▶ _YOUR INSTRUCTIONS_
If a line in the listing below contains "setLineDash", return that line.
· · · · ·
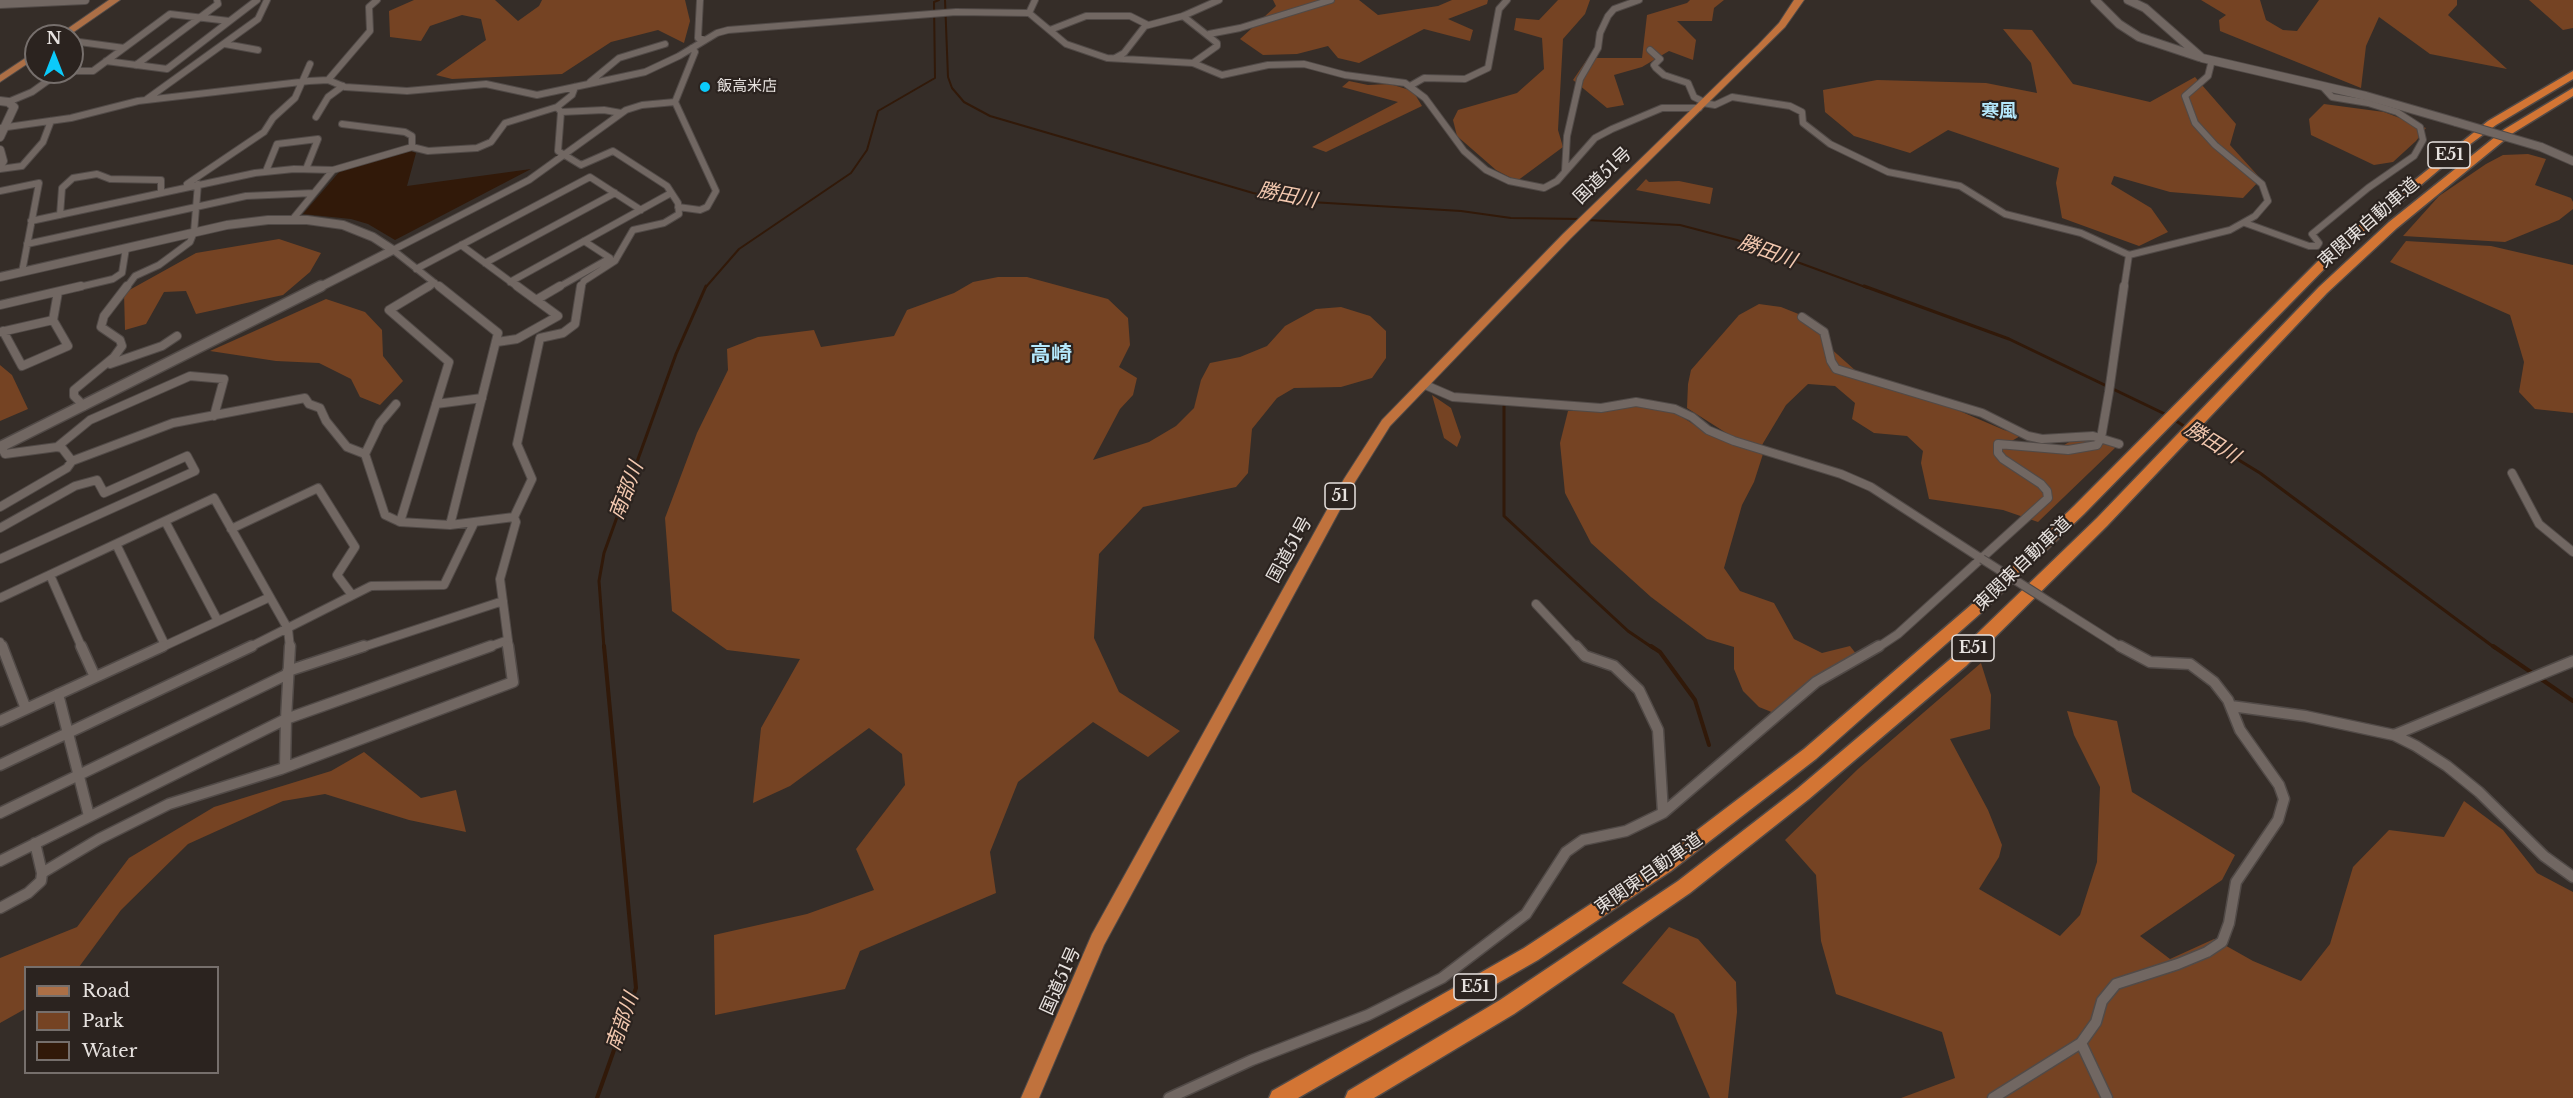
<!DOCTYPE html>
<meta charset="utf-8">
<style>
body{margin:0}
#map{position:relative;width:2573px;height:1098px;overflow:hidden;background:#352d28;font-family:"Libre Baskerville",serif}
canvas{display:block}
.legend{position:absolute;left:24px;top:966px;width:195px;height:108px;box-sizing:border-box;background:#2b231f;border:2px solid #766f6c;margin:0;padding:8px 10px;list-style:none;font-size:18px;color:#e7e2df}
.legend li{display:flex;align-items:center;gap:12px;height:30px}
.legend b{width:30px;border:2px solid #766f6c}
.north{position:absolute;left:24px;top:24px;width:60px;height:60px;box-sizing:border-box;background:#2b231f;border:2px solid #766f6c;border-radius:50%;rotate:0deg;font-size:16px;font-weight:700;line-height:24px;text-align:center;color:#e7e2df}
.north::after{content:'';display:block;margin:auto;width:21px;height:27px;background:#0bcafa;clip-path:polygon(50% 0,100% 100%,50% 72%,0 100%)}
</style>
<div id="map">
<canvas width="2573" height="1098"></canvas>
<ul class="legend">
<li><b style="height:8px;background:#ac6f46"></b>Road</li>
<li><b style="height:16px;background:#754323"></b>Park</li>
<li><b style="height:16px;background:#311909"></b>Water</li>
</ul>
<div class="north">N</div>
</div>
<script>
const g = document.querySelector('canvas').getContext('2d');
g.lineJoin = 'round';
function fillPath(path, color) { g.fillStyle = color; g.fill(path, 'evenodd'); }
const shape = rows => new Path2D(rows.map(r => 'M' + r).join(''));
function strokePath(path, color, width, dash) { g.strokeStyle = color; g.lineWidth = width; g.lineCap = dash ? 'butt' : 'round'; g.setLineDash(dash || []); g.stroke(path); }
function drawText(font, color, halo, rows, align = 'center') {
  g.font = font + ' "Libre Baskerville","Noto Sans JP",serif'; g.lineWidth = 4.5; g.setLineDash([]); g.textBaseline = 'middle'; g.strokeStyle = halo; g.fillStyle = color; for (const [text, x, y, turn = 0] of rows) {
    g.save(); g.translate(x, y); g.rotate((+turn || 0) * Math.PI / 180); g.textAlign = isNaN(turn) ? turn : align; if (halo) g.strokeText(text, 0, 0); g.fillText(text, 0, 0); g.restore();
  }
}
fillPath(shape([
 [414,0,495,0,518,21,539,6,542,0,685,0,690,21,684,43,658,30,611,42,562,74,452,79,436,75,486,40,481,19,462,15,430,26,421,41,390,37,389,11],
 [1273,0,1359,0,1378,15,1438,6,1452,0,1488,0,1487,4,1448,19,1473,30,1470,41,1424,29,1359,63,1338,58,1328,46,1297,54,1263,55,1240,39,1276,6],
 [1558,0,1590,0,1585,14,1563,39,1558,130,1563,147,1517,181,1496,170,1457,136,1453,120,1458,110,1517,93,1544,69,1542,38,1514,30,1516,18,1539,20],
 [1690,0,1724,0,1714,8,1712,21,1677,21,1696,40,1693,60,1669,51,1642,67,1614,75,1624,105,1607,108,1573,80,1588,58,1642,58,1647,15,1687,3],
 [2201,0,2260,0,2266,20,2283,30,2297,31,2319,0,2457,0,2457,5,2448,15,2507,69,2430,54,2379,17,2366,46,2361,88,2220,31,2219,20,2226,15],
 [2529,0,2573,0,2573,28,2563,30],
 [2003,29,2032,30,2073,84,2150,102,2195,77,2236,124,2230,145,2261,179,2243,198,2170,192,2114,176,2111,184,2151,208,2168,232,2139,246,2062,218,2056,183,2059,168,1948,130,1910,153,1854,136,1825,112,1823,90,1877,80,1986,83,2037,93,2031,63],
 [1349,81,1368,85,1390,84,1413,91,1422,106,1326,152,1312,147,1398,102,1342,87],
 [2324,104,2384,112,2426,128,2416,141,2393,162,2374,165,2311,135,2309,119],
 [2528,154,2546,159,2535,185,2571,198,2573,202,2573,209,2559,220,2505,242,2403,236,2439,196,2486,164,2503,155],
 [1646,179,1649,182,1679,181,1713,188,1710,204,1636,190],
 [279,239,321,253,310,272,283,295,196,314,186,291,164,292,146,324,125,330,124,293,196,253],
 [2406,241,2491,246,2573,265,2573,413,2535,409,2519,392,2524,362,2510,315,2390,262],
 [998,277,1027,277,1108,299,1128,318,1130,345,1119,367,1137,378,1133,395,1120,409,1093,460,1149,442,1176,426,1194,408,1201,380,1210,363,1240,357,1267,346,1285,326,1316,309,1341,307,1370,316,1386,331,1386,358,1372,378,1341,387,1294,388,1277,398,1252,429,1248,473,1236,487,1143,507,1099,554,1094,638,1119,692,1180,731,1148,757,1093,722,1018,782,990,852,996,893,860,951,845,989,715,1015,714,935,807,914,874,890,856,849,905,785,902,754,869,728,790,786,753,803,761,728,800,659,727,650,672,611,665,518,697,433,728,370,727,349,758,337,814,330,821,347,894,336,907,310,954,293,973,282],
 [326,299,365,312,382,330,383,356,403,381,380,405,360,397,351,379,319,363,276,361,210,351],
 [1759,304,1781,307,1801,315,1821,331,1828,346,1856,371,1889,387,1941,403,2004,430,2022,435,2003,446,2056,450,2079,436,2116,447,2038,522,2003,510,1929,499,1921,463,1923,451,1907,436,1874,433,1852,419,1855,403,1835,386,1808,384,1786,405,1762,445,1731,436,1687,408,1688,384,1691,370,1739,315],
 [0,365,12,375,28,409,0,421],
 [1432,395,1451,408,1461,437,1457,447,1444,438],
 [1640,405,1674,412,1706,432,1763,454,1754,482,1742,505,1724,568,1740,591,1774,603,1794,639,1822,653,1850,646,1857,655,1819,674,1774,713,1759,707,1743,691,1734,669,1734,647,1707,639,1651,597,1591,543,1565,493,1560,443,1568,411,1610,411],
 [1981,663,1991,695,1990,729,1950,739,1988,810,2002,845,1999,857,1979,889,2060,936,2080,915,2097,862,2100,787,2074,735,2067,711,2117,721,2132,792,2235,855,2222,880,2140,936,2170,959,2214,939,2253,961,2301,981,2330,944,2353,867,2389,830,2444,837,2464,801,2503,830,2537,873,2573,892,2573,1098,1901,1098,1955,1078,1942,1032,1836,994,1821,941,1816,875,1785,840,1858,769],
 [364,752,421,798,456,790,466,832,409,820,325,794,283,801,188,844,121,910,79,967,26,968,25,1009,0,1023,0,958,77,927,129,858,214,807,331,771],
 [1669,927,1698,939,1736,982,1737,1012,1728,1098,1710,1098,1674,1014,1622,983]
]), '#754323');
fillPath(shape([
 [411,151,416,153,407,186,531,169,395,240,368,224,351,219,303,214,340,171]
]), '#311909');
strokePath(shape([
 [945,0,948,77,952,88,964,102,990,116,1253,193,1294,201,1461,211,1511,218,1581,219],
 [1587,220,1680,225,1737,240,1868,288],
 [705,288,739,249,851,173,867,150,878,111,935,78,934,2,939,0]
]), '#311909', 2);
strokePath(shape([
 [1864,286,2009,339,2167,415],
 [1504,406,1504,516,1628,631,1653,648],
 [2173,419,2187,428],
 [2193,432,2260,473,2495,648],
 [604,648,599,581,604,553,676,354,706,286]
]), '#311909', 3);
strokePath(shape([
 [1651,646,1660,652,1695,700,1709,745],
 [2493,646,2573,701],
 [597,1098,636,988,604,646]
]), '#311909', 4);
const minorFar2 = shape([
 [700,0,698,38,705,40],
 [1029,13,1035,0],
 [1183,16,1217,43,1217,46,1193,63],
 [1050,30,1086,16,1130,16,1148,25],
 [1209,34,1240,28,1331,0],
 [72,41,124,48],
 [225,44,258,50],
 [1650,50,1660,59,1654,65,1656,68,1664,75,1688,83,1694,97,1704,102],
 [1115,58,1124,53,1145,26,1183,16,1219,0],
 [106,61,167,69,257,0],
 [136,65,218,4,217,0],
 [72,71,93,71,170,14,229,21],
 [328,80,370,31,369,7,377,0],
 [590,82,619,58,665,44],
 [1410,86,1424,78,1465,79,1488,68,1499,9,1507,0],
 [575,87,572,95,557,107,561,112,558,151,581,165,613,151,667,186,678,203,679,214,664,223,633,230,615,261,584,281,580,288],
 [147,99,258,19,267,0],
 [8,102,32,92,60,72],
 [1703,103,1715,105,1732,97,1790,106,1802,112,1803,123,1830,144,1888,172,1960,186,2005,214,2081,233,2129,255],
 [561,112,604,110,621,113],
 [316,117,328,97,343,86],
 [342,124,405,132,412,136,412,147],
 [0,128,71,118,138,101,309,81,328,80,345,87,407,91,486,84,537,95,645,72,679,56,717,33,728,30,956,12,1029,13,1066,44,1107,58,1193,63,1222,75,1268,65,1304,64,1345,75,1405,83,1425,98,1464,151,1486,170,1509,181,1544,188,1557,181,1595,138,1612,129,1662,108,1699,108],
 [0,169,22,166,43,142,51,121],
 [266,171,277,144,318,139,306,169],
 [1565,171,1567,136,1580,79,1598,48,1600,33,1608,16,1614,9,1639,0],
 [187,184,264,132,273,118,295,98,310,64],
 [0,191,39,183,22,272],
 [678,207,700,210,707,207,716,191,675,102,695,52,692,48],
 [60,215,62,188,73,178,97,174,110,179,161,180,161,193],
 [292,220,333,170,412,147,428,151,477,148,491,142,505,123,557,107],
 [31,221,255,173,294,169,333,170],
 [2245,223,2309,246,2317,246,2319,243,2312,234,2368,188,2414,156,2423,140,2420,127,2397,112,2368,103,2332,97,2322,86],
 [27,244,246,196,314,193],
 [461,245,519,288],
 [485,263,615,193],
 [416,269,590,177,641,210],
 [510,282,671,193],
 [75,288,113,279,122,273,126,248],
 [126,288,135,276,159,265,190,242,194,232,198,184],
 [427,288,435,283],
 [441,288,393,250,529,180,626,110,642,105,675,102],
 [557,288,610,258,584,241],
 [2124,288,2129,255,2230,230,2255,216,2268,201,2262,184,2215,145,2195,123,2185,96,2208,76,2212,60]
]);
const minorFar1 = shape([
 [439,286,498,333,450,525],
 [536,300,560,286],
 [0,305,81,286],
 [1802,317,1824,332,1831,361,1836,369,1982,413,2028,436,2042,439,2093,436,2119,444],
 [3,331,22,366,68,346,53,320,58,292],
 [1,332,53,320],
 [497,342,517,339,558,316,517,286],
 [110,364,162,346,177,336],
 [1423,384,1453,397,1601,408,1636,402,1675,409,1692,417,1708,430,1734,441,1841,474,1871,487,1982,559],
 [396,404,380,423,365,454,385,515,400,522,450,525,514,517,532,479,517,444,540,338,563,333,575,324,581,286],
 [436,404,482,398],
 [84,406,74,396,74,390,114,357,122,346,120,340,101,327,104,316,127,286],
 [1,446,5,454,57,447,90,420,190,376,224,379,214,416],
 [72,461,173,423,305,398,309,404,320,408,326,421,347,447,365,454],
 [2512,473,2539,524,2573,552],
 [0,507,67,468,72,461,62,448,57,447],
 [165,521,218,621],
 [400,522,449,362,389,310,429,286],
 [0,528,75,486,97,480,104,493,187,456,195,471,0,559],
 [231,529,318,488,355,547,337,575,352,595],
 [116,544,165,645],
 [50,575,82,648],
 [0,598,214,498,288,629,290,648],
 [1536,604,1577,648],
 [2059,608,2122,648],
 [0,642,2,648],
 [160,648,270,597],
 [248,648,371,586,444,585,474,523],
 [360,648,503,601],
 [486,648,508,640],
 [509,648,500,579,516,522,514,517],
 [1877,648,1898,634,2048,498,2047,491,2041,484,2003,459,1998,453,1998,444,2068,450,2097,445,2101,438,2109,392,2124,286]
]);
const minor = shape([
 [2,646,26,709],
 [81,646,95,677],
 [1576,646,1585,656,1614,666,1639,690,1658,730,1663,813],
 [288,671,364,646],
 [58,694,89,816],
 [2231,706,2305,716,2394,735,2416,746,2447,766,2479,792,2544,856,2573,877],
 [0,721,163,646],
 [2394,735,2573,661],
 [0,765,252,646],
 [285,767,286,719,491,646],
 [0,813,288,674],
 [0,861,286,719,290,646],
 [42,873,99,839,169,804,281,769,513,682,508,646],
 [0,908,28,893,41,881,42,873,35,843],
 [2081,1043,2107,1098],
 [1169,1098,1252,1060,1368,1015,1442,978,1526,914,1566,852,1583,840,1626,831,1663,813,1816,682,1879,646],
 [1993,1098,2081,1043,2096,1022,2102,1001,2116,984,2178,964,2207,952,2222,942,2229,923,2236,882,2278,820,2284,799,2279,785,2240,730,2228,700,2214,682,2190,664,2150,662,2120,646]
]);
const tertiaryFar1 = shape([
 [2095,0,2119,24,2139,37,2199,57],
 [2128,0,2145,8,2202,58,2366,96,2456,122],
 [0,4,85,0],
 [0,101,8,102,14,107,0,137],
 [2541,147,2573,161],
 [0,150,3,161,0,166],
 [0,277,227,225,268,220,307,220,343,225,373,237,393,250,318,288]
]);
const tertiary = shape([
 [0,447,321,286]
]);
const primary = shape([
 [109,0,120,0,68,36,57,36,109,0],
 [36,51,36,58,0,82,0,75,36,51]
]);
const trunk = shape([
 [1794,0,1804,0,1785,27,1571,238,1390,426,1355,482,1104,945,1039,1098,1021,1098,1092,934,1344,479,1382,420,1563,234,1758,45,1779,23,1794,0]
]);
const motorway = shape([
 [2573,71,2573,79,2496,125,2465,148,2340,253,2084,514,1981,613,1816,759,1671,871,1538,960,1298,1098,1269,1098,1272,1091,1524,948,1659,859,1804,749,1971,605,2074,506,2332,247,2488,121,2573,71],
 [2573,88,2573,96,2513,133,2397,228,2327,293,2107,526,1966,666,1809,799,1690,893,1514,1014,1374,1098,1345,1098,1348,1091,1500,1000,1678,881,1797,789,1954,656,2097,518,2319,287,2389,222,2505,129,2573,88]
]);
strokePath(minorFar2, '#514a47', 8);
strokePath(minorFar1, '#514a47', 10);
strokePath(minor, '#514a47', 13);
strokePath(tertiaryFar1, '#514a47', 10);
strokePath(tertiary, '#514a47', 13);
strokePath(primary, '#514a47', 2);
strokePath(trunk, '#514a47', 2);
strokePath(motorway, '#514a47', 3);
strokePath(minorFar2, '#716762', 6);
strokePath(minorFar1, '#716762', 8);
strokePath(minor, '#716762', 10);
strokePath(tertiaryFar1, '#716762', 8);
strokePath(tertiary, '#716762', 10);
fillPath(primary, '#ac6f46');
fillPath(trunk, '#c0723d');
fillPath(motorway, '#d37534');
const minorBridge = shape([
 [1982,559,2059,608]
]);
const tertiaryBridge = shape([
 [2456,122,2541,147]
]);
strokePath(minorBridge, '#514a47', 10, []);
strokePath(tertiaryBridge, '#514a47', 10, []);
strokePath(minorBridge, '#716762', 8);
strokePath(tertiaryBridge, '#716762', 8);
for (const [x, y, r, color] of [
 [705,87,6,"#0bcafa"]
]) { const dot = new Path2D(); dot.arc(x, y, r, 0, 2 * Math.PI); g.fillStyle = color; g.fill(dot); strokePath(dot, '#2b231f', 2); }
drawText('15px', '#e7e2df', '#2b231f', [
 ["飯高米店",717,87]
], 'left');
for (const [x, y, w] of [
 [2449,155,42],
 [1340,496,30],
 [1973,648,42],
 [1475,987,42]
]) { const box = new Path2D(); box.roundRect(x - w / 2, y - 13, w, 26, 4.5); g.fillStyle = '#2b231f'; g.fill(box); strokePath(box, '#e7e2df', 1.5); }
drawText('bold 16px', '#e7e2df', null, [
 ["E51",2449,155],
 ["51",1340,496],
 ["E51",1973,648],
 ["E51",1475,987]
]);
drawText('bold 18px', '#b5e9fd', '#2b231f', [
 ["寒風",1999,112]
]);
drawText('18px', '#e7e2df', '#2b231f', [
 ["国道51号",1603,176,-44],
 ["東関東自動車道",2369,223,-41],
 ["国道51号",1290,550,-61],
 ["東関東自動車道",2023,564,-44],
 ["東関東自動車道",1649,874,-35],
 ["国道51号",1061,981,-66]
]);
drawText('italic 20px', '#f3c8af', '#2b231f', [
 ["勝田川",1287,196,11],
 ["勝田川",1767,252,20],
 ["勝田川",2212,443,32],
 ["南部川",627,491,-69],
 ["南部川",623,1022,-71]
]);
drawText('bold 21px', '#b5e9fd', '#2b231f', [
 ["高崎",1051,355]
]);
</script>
· · · · ·
▶ _RESPONSE TO THE TASK_
function strokePath(path, color, width, dash) { g.strokeStyle = color; g.lineWidth = width; g.lineCap = dash ? 'butt' : 'round'; g.setLineDash(dash || []); g.stroke(path); }
  g.font = font + ' "Libre Baskerville","Noto Sans JP",serif'; g.lineWidth = 4.5; g.setLineDash([]); g.textBaseline = 'middle'; g.strokeStyle = halo; g.fillStyle = color; for (const [text, x, y, turn = 0] of rows) {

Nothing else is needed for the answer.